Beginning in January 1994, the CDC began enrolling inmates in this study.  A total of 3,922 inmates are included (only 3918 have
classification scores).  The response variable indicates whether the prisoner committed any misconduct violations.  All incidents  of misconduct were recorded, including less serious violations such as not standing for a count or not showing up for an assignment, as well as more serious violations, like drug trafficking or assaulting  a corrections officer. A "Strike 2" inmate is a prisoner serving time for a second felony and who was sentenced under a  California law mandating sentence length enhancements.  A "Strike 3" inmate is a prisoner serving time for a third felony, in which case that same law mandated a life sentence.  Since such prisoners have little to lose, they are usually assigned to the maximum (Level 4)  security prisons.

There are five variables in the data set.
 
Misconduct........Misconduct violation (1) or not (0)
 
Score..........       .Classification score
 
Strike 2.......      .Two strikes inmate (1) or not (0)
 
Strike 3........      Three strikes inmate (1) or not (0)
 
Level 4...........    Classified to Level 4 (1) or not (0)

For these data, we consider assignment to Level 4 to be the treatment, and assignment to any other level to be the control.   Note that assignments to treatment or control are based on the classification scores, not randomization.  The response variable is misconduct.  

Open the data set incarceration.jmp by clicking on the link.    All the variables are currently coded as continuous  variables.  You should change them to nominal as needed.  The data were downloaded from the UCLA Department of Statistics web site.

Questions:

1.  Compare the percentages of Strike 2, Strike 3, and other  prisoners for the group that committed misconducts and the group that did not commit misconducts.  Does the "Strike rate" appear to be associated with misconduct rates?   If so, describe the association.   Include the percentages in your answer.

JMP Hint:   We need a variable that has three levels--Strike 1, Strike 2, other--to answer this question most directly.  You can create this variable by making a new column, using a Formula that is "Strike2 + 2*Strike3."  This generates a 1 for Strike 2 prisoners, a 2 for Strike 3 prisoners, and a zero for other prisoners.  Convert the variable to a nominal variable for use in analyses.

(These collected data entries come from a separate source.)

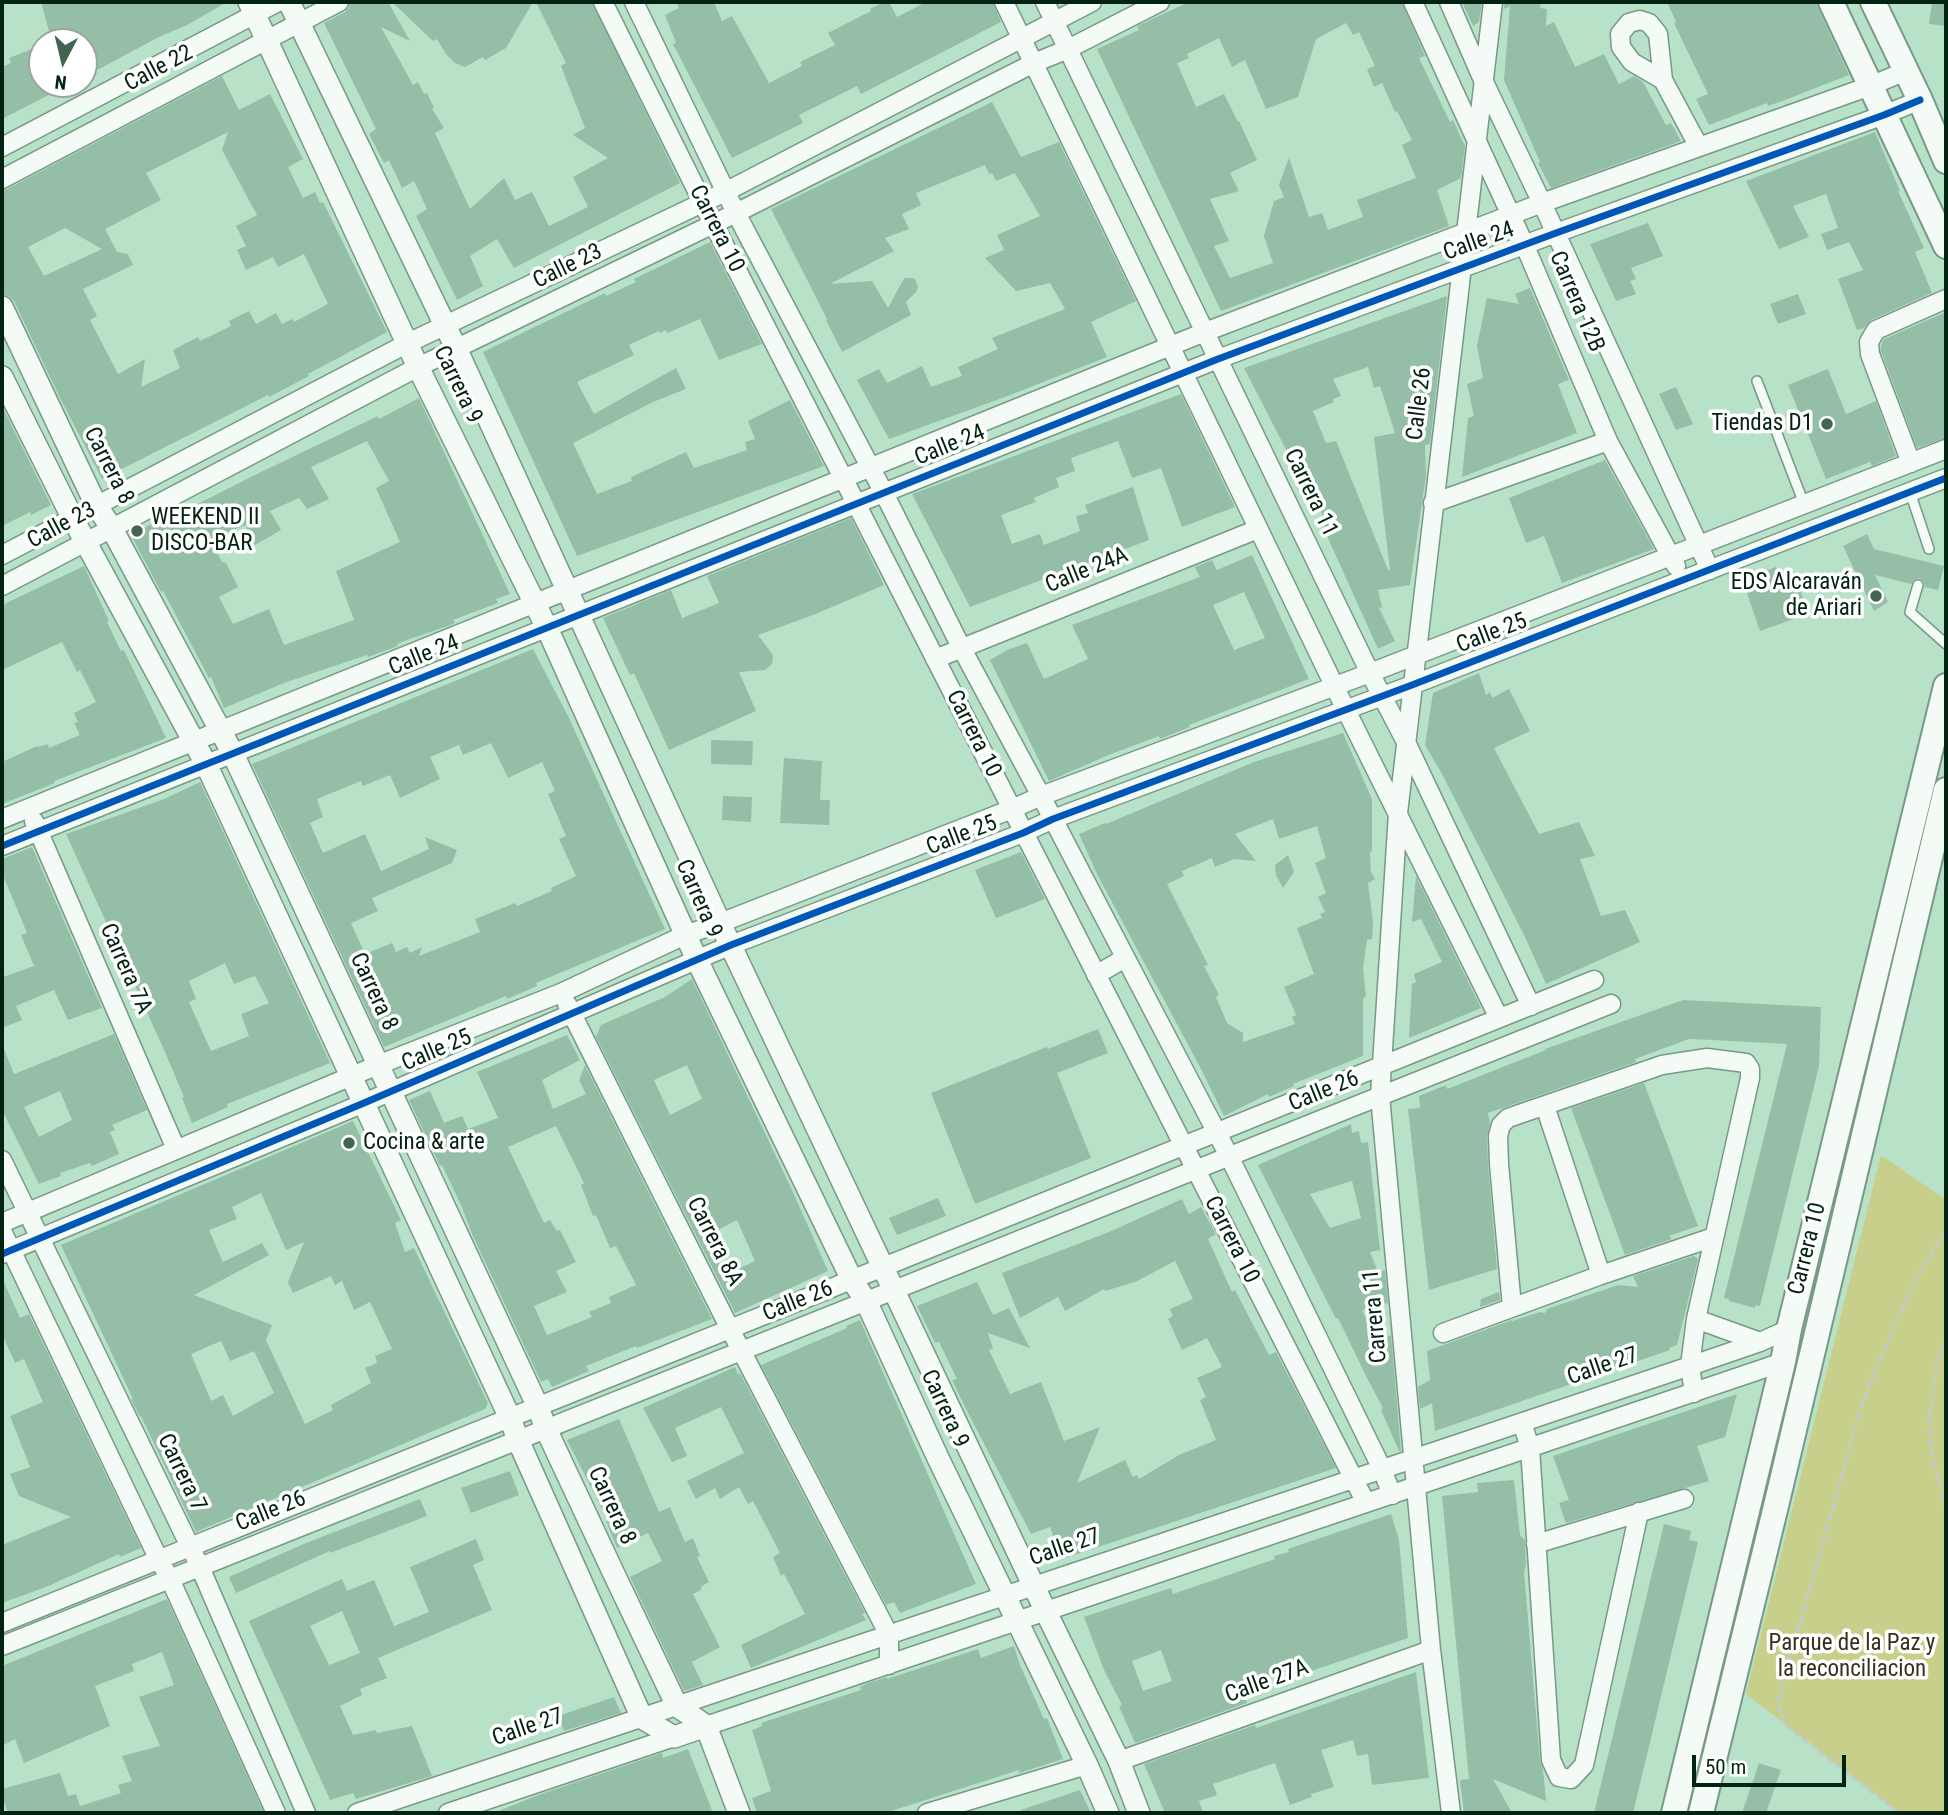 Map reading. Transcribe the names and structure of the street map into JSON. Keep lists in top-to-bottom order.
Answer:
{
  "streets": {
    "main road": ["Carrera 10"],
    "street": [
      "Calle 22",
      "Calle 24",
      "Calle 23",
      "Carrera 12B",
      "Carrera 9",
      "Calle 26",
      "Carrera 8",
      "Carrera 11",
      "Calle 24A",
      "Calle 25",
      "Carrera 7A",
      "Carrera 8A",
      "Calle 27",
      "Carrera 7",
      "Calle 27A"
    ]
  },
  "crossings": [
    ["Calle 22", "Carrera 9"],
    ["Carrera 10", "Calle 24"],
    ["Carrera 10", "Calle 23"],
    ["Carrera 10", "Calle 26"],
    ["Carrera 10", "Calle 24A"],
    ["Carrera 10", "Calle 25"],
    ["Carrera 10", "Calle 27"],
    ["Calle 24", "Carrera 12B"],
    ["Calle 24", "Carrera 9"],
    ["Calle 24", "Calle 26"],
    ["Calle 24", "Carrera 8"],
    ["Calle 24", "Carrera 11"],
    ["Calle 24", "Carrera 7A"],
    ["Calle 23", "Carrera 9"],
    ["Calle 23", "Carrera 8"],
    ["Calle 23", "Carrera 11"],
    ["Carrera 12B", "Calle 26"],
    ["Carrera 12B", "Calle 25"],
    ["Carrera 9", "Calle 26"],
    ["Carrera 9", "Calle 25"],
    ["Carrera 9", "Calle 27"],
    ["Carrera 9", "Calle 27A"],
    ["Calle 26", "Carrera 8"],
    ["Calle 26", "Carrera 11"],
    ["Calle 26", "Calle 25"],
    ["Calle 26", "Carrera 8A"],
    ["Calle 26", "Carrera 7"],
    ["Carrera 8", "Calle 25"],
    ["Carrera 8", "Calle 27"],
    ["Carrera 11", "Calle 25"],
    ["Carrera 11", "Calle 27"],
    ["Carrera 11", "Calle 27A"],
    ["Calle 25", "Carrera 7A"],
    ["Calle 25", "Carrera 8A"],
    ["Calle 25", "Carrera 7"],
    ["Carrera 8A", "Calle 27"]
  ],
  "parks": ["Parque de la Paz y la reconciliacion"],
  "places": [
    "Tiendas D1",
    "WEEKEND II DISCO-BAR",
    "EDS Alcaraván de Ariari",
    "Cocina & arte"
  ],
  "scale_bar": "50 m",
  "north": "bottom"
} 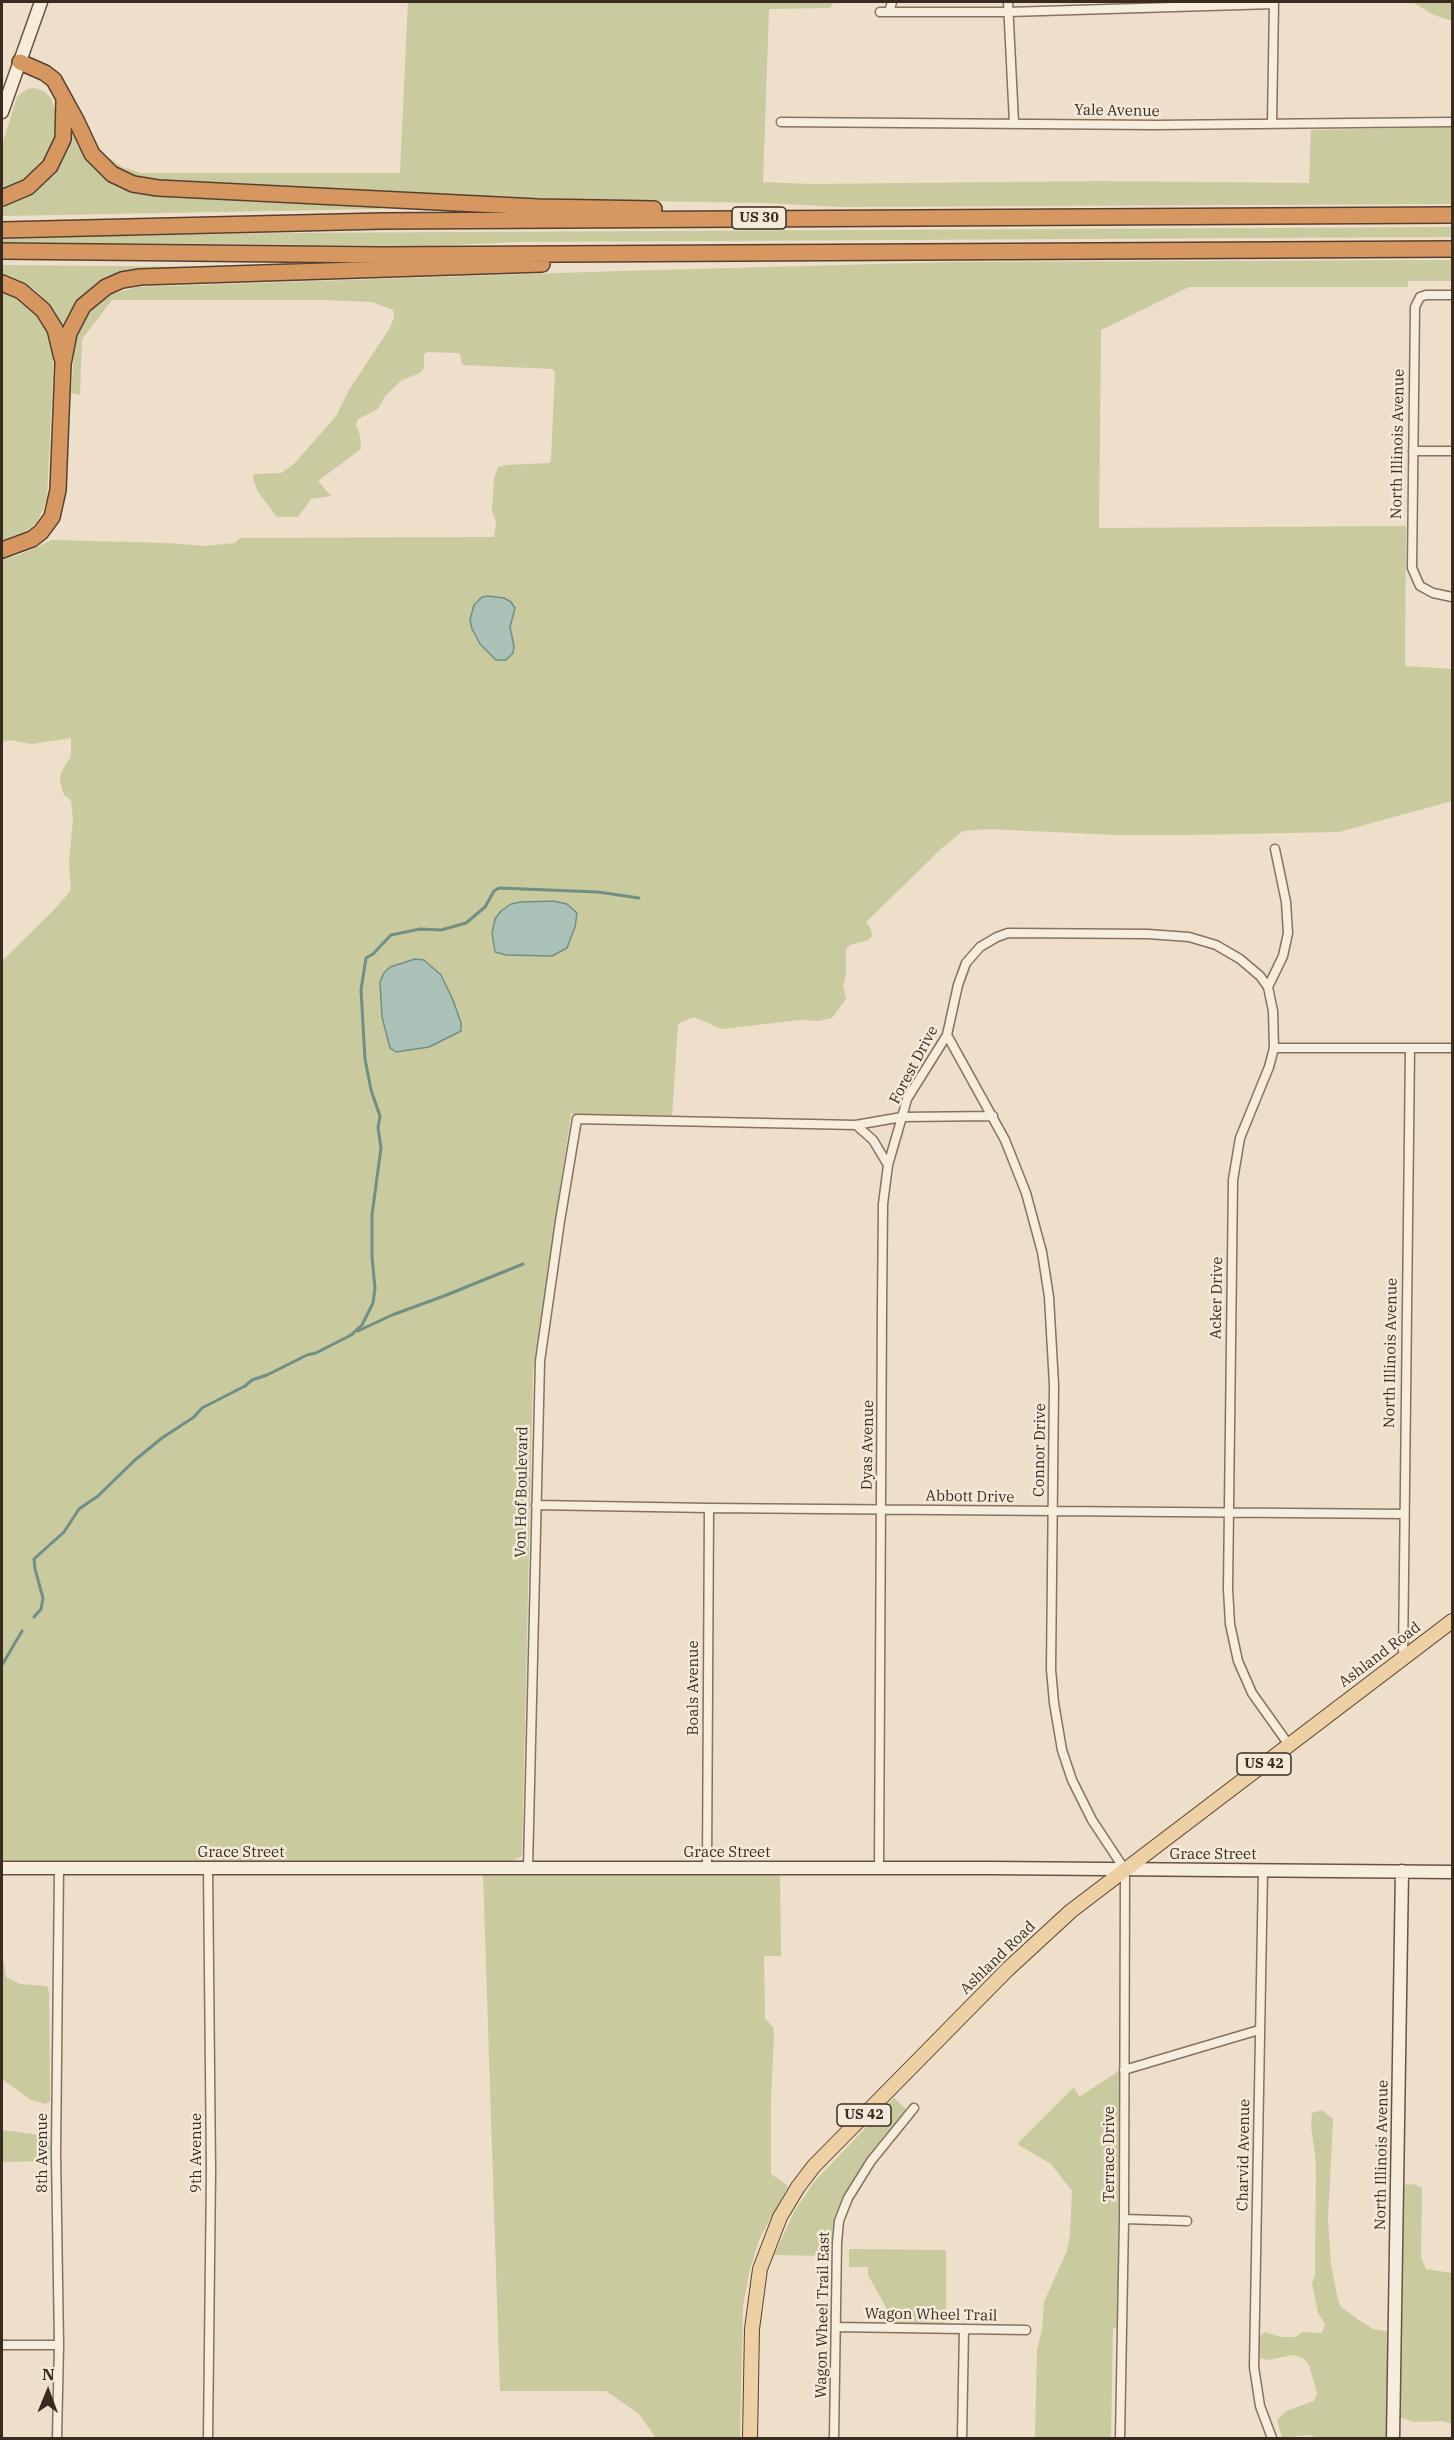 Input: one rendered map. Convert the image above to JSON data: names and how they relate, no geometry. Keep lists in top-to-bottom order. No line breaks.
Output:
{"streets":{"highway":["US 30"],"main road":["Ashland Road","US 42"],"street":["Yale Avenue","North Illinois Avenue","Forest Drive","Acker Drive","Dyas Avenue","Connor Drive","Von Hof Boulevard","Abbott Drive","Boals Avenue","Grace Street","8th Avenue","9th Avenue","Terrace Drive","Charvid Avenue","Wagon Wheel Trail East","Wagon Wheel Trail"]},"crossings":[["North Illinois Avenue","Abbott Drive"],["North Illinois Avenue","Ashland Road"],["North Illinois Avenue","Grace Street"],["Forest Drive","Acker Drive"],["Forest Drive","Dyas Avenue"],["Forest Drive","Connor Drive"],["Forest Drive","Von Hof Boulevard"],["Acker Drive","Abbott Drive"],["Acker Drive","Ashland Road"],["Dyas Avenue","Abbott Drive"],["Dyas Avenue","Grace Street"],["Connor Drive","Abbott Drive"],["Connor Drive","Ashland Road"],["Connor Drive","Grace Street"],["Connor Drive","Terrace Drive"],["Von Hof Boulevard","Abbott Drive"],["Von Hof Boulevard","Grace Street"],["Abbott Drive","Boals Avenue"],["Ashland Road","Grace Street"],["Ashland Road","Terrace Drive"],["Boals Avenue","Grace Street"],["Grace Street","8th Avenue"],["Grace Street","9th Avenue"],["Grace Street","Terrace Drive"],["Grace Street","Charvid Avenue"],["Wagon Wheel Trail East","Wagon Wheel Trail"]],"north":"top"}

2.  Compare the distributions of classification scores for the prisoners who commit misconducts and for those who do not commit misconducts.   Describe the main conclusions from your comparison.  Include a rough sketch of the graphical display you used for the comparison.

3.  Compare the percentage of prisoners in Level 4 facilities who commit misconducts with the percentage of prisoners in Level 1-3 facilities who commit misconducts.  What do these percentages suggest about the effect of being in Level 4 on misconduct rates?  Include both percentages in your answer.

4.  Would you say that the estimated difference you found in Question 3 is a reasonable estimate of the effect of being assigned to a Level 4 facility on misconduct rates?  Or, do you think the difference is a biased estimate of the effect of this treatment?  For your answer to this part, provide evidence based only on the variables in the data set.